[Work to be completed] The data below holds the lines to copy: everything from the line containing "position:absolute; left:464px; top:15px;" to the line containing "#0002; left:20px; top:90px;", both ends included, set down exactly.

[Data supplied]
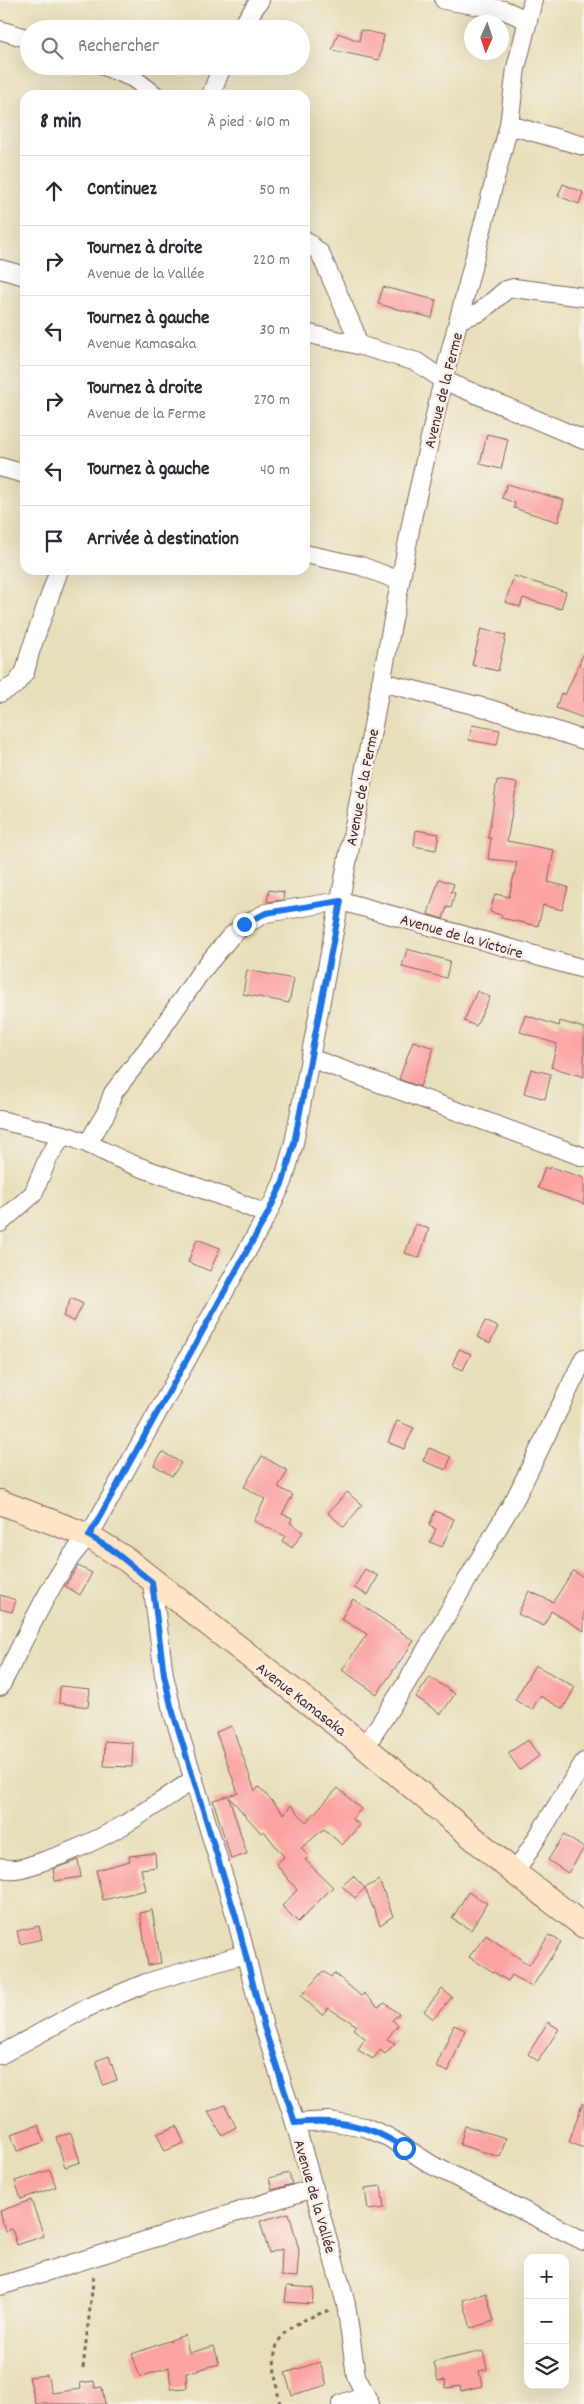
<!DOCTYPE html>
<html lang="fr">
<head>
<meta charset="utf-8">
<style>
	:root { --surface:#fff; --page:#f2f2f3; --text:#2b2b33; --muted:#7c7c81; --line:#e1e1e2 }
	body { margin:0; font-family:Dekko,sans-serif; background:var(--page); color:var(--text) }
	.controls { position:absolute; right:15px; bottom:15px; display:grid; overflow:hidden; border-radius:10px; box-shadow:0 5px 20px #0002 }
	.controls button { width:45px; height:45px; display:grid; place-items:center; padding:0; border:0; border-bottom:1px solid var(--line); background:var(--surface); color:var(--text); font:25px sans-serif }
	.compass { position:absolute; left:464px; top:15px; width:45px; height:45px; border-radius:50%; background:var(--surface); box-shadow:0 5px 20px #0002; rotate:183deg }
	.stop { position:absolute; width:15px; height:15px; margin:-11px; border:4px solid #1a73e8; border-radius:50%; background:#fff }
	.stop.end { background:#1a73e8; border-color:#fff; box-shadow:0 1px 5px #0008 }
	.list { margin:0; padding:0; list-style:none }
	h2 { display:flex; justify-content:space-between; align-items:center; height:65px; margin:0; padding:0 20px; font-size:21px }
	h2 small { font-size:16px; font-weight:400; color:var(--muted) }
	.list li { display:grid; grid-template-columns:32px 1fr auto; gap:15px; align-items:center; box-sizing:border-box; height:70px; padding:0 20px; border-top:1px solid var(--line) }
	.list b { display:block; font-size:19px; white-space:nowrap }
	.list p { margin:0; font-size:16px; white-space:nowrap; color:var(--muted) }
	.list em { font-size:16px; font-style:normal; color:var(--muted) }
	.icon { flex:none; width:28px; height:28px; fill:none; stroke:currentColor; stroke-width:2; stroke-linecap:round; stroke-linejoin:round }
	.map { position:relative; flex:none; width:584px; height:2404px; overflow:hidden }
	.search { position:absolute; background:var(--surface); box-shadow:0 5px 20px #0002; left:20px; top:20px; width:290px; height:55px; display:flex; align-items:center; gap:12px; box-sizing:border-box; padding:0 18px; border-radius:28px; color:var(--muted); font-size:19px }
	.panel { position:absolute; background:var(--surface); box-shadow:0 5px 20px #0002; left:20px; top:90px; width:290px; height:485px; border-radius:15px }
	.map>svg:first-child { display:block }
	.building { fill:#fba3a2 }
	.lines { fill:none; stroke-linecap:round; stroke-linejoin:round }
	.street-casing { stroke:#81625d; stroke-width:20 }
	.secondary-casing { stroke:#81625d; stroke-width:26 }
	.path { stroke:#81625d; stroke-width:3; stroke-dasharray:4 4; stroke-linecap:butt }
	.street { stroke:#fff; stroke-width:18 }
	.secondary { stroke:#ffe4c6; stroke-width:24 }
	.route { stroke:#1a73e8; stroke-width:6 }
	.labels { text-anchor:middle; stroke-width:5; stroke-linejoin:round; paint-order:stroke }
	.street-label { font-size:16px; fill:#4a1f2b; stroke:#f7f3e8 }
</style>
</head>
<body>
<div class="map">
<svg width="584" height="2404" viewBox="0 0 584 2404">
	<rect width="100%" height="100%" fill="#f7f3e8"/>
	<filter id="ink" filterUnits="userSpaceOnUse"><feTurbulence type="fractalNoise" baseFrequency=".02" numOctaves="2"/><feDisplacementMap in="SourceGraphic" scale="10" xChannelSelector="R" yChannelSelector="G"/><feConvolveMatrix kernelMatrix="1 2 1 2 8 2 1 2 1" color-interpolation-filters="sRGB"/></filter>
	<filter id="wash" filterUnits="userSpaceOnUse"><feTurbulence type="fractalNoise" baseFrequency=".0096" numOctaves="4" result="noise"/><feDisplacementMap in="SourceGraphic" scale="20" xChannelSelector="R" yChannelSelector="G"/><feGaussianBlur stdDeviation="1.12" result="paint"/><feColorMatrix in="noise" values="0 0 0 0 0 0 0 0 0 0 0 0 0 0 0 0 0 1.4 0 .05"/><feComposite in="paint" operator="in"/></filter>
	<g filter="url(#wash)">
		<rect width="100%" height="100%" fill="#e7dfba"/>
		<g id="blocks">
			<g class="building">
				<path d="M361,30L384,35L379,60L332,50L338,33L359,41Z"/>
				<path d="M563,184L583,192L579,204L558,196Z"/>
				<path d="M383,287L436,300L432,318L378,304Z"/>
				<path d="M487,434L508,439L501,469L480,464Z"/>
				<path d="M507,484L564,500L558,522L514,508L515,503L502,498Z"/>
				<path d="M514,576L566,592L561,609L523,598L520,607L505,602Z"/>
				<path d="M481,629L506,635L498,671L472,665Z"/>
				<path d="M584,653V718L556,708L561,693L565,695Z"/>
				<path d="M472,725L500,730L497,745L469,740Z"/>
				<path d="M497,780L517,783L507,841L554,850L548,882L568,887L562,910L543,905L538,926L501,918L502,915L490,912L495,894L509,897L517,862L488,859L491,838H488Z"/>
				<path d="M416,830L439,834L436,850L414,846Z"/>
				<path d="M439,879L454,884L451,892L455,893L451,908L447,907L443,919L428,914Z"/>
				<path d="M269,890L284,892L283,900L267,902Z"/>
				<path d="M407,949L450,961L446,978L402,967Z"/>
				<path d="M247,970L294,979L289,1003L243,994Z"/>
				<path d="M477,991L490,997L476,1026L464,1021Z"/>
				<path d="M525,1015L559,1026L560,1021L584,1028V1077L551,1067L557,1044L520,1032Z"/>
				<path d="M413,1041L434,1048L420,1087L399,1079Z"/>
				<path d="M531,1069L551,1074L545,1099L524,1093Z"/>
				<path d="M545,1167L550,1169L551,1167L584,1178V1204L538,1188Z"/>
				<path d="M416,1224L429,1229L419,1258L405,1253Z"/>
				<path d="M197,1239L220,1248L210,1271L188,1262Z"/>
				<path d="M71,1298L83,1304L74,1322L63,1316Z"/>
				<path d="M485,1321L498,1327L490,1343L477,1337Z"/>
				<path d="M459,1349L471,1354L463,1370L452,1365Z"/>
				<path d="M397,1421L414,1428L404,1449L388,1442Z"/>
				<path d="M429,1448L451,1457L446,1470L423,1461Z"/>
				<path d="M163,1452L181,1463L172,1476L154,1465Z"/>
				<path d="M262,1456L288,1471L278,1487L293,1495L282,1514L292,1518L290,1523L303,1532L292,1548L282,1541L285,1536L254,1521L265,1499L244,1487Z"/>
				<path d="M347,1492L362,1505L344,1527L328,1513Z"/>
				<path d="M435,1511L454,1519L442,1547L430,1542L436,1529L429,1526Z"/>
				<path d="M78,1566L92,1573L80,1595L65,1586Z"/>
				<path d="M365,1569L378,1576L368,1595L354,1588Z"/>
				<path d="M573,1571L584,1577V1631L551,1611L544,1626L518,1614L529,1591L553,1602Z"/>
				<path d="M0,1595L16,1600L12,1612L0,1609Z"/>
				<path d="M353,1599L414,1641L377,1694L342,1670L367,1634L341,1619Z"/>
				<path d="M535,1665L575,1687L563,1709L540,1696L532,1710L515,1700Z"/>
				<path d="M430,1677L455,1694L441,1714L416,1697Z"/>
				<path d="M60,1686L90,1689L88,1707L59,1703Z"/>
				<path d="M232,1726L255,1791L259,1787L284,1814L291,1805L306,1822L338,1788L361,1809L352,1819L360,1825L342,1845L324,1829L301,1848L309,1857L305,1860L333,1887L298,1922L282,1906L297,1890L276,1864L284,1857L264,1831L261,1833L229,1797L247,1854L231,1859L213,1800L238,1793L216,1732Z"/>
				<path d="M528,1740L539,1756L520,1770L508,1753Z"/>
				<path d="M105,1741L133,1743L132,1767L104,1766Z"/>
				<path d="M564,1835L584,1848L568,1873L548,1860Z"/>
				<path d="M155,1853L156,1867L141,1869L146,1890L103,1900L96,1870L130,1861L129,1856Z"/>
				<path d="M78,1860L81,1877L55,1881L53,1869Z"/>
				<path d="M353,1876L365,1888L355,1898L342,1886Z"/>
				<path d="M379,1880L393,1916L380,1925L365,1888Z"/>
				<path d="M468,1892L487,1903L471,1930L452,1919Z"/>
				<path d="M152,1910L161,1963L148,1965L140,1913Z"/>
				<path d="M39,1926L42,1939L20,1944L17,1931Z"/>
				<path d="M486,1935L529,1965L549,1935L561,1942L532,1987L512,1975L508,1981L469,1957Z"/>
				<path d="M323,1971L331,1977L334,1973L361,1996L364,1993L378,2007L385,2003L399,2014L392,2020L398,2025L387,2039L395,2043L385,2054L380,2050L373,2059L358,2050L365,2038L353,2029L356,2025L328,2008L322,2015L301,1996Z"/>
				<path d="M442,1989L452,1997L433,2019L424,2011Z"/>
				<path d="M548,2022L559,2029L538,2061L528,2054Z"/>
				<path d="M454,2025L465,2030L448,2072L436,2067Z"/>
				<path d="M109,2056L117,2080L103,2085L96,2061Z"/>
				<path d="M582,2104H584V2148L569,2142Z"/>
				<path d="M225,2105L236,2127L222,2135L208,2112Z"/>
				<path d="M38,2125L44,2142L17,2151L11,2134Z"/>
				<path d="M177,2126L184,2143L165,2151L157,2134Z"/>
				<path d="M465,2126L506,2138L500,2157L460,2145Z"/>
				<path d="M71,2133L80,2162L65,2167L56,2137Z"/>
				<path d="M50,2170L56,2187L21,2199L15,2181Z"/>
				<path d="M289,2173L292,2184L272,2190L269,2178Z"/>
				<path d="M381,2186L384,2208L368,2210L365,2188Z"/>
				<path d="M31,2200L44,2236L17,2245L12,2229L5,2231L0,2211Z"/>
				<path d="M289,2213L299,2250L297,2277L281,2276L282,2249L269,2253L260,2221Z"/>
				<path d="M287,2286L314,2288L312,2304L285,2302Z"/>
				<path d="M486,2293L494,2321L471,2328L463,2300Z"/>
				<path d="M185,2335L189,2353L214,2346L219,2364L186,2373L187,2388L171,2389L169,2367L140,2377L132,2354Z"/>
				<path d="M483,2351L487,2369L479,2371L482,2386L461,2391L460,2386L446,2388L445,2380L438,2381L434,2362Z"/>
				<path d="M320,2362L327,2385L292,2395L285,2373Z"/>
				<path d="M47,2375L52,2393L81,2389L80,2383L94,2381L95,2388L102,2387L105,2404H36L29,2377Z"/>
			</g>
		</g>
	</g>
	<g filter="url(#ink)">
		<use href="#blocks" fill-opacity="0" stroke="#81625d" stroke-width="1"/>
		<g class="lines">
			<defs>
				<g id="street">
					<path d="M444,0L504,10L527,20"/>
					<path d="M240,29L260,0"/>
					<path d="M0,30L29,39"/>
					<path d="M104,66L133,78L155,95"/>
					<path d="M211,95L222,66"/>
					<path d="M509,125L584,146"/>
					<path d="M305,240L320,253L354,330L358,345L417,362L443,380L584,440"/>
					<path d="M0,269L25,276"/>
					<path d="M460,319L480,312L506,290L514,288L584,297"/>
					<path d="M305,333L358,345"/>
					<path d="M0,467L25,474"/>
					<path d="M305,554L361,566L400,581"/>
					<path d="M381,682L490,709L584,740"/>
					<path d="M0,693L15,685L25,672L30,652L59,570"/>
					<path d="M310,1058L584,1157"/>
					<path d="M0,1120L63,1135"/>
					<path d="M88,1143L106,1113L113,1093L152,1043L200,973L230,937L244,925L266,913L341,901L584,969"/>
					<path d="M0,1223L33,1194L48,1158L63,1135C89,1141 111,1157 137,1166C181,1182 225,1195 267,1215"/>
					<path d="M152,1582L164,1675L171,1706L236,1917L264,2027L295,2123L346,2304L356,2376L370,2404"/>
					<path d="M0,1687C23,1644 55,1568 89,1536L267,1215L283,1182L294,1143L413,514L443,380L509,125L516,68L533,0"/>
					<path d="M365,1747L407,1682L516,1497L584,1358"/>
					<path d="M0,1867C13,1873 29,1866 41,1862C101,1843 143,1814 194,1779"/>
					<path d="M515,1873L584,1762"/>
					<path d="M0,2055L84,2009L146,1983L245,1954"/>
					<path d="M295,2123L328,2121L365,2127L388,2137L432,2165L584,2241"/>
					<path d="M0,2286L314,2188"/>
					<path d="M341,2404L365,2395"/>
				</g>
				<path id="secondary" d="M0,1502L89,1536L127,1560L365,1747L515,1873L584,1926"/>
			</defs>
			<use href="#street" class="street-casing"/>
			<use href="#secondary" class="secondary-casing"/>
			<g class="path">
				<path d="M83,2368L94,2274"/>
				<path d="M280,2404C268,2344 271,2330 330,2310"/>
			</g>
			<use href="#street" class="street"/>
			<use href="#secondary" class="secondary"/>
		</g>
	</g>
	<g class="lines" filter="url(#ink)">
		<path class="route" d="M244,924L266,913L341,901L294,1143L283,1182L267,1215L89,1536L111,1549L152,1582L164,1674L171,1706L236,1917L264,2027L295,2123C335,2119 370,2124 404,2148"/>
	</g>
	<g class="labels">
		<g class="street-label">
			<text transform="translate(442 390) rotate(-76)" y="6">Avenue de la Ferme</text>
			<text transform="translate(361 787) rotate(-79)" y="6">Avenue de la Ferme</text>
			<text transform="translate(462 935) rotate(16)" y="6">Avenue de la Victoire</text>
			<text transform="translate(302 1698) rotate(38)" y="6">Avenue Kamasaka</text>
			<text transform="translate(316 2196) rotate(74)" y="6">Avenue de la Vallée</text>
		</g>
	</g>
</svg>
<div class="controls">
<button>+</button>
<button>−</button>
<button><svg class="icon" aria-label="layers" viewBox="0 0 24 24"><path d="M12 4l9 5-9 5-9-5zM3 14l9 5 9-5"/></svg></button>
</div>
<svg class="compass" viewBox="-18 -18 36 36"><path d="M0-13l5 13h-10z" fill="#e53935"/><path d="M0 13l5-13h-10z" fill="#7c7c81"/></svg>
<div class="stop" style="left:404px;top:2148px"></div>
<div class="stop end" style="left:244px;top:924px"></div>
<div class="search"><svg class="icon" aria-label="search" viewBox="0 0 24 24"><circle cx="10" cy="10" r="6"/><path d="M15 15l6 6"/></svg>Rechercher</div>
<section class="panel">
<h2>8 min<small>À pied · 610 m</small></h2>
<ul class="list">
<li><svg class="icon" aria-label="ahead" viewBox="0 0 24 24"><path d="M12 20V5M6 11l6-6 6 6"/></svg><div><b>Continuez</b></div><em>50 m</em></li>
<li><svg class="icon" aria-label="right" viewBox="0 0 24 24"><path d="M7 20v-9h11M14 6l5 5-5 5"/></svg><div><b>Tournez à droite</b><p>Avenue de la Vallée</p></div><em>220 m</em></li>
<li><svg class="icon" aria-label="left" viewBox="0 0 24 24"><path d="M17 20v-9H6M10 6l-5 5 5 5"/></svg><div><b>Tournez à gauche</b><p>Avenue Kamasaka</p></div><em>30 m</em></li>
<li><svg class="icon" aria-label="right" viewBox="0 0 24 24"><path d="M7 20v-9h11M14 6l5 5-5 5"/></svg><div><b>Tournez à droite</b><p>Avenue de la Ferme</p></div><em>270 m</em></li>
<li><svg class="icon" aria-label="left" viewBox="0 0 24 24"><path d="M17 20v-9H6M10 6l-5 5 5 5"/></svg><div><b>Tournez à gauche</b></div><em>40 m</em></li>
<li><svg class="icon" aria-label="arrive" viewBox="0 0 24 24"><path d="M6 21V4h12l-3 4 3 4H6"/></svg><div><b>Arrivée à destination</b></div></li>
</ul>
</section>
</div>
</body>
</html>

[Final answer]
	.compass { position:absolute; left:464px; top:15px; width:45px; height:45px; border-radius:50%; background:var(--surface); box-shadow:0 5px 20px #0002; rotate:183deg }
	.stop { position:absolute; width:15px; height:15px; margin:-11px; border:4px solid #1a73e8; border-radius:50%; background:#fff }
	.stop.end { background:#1a73e8; border-color:#fff; box-shadow:0 1px 5px #0008 }
	.list { margin:0; padding:0; list-style:none }
	h2 { display:flex; justify-content:space-between; align-items:center; height:65px; margin:0; padding:0 20px; font-size:21px }
	h2 small { font-size:16px; font-weight:400; color:var(--muted) }
	.list li { display:grid; grid-template-columns:32px 1fr auto; gap:15px; align-items:center; box-sizing:border-box; height:70px; padding:0 20px; border-top:1px solid var(--line) }
	.list b { display:block; font-size:19px; white-space:nowrap }
	.list p { margin:0; font-size:16px; white-space:nowrap; color:var(--muted) }
	.list em { font-size:16px; font-style:normal; color:var(--muted) }
	.icon { flex:none; width:28px; height:28px; fill:none; stroke:currentColor; stroke-width:2; stroke-linecap:round; stroke-linejoin:round }
	.map { position:relative; flex:none; width:584px; height:2404px; overflow:hidden }
	.search { position:absolute; background:var(--surface); box-shadow:0 5px 20px #0002; left:20px; top:20px; width:290px; height:55px; display:flex; align-items:center; gap:12px; box-sizing:border-box; padding:0 18px; border-radius:28px; color:var(--muted); font-size:19px }
	.panel { position:absolute; background:var(--surface); box-shadow:0 5px 20px #0002; left:20px; top:90px; width:290px; height:485px; border-radius:15px }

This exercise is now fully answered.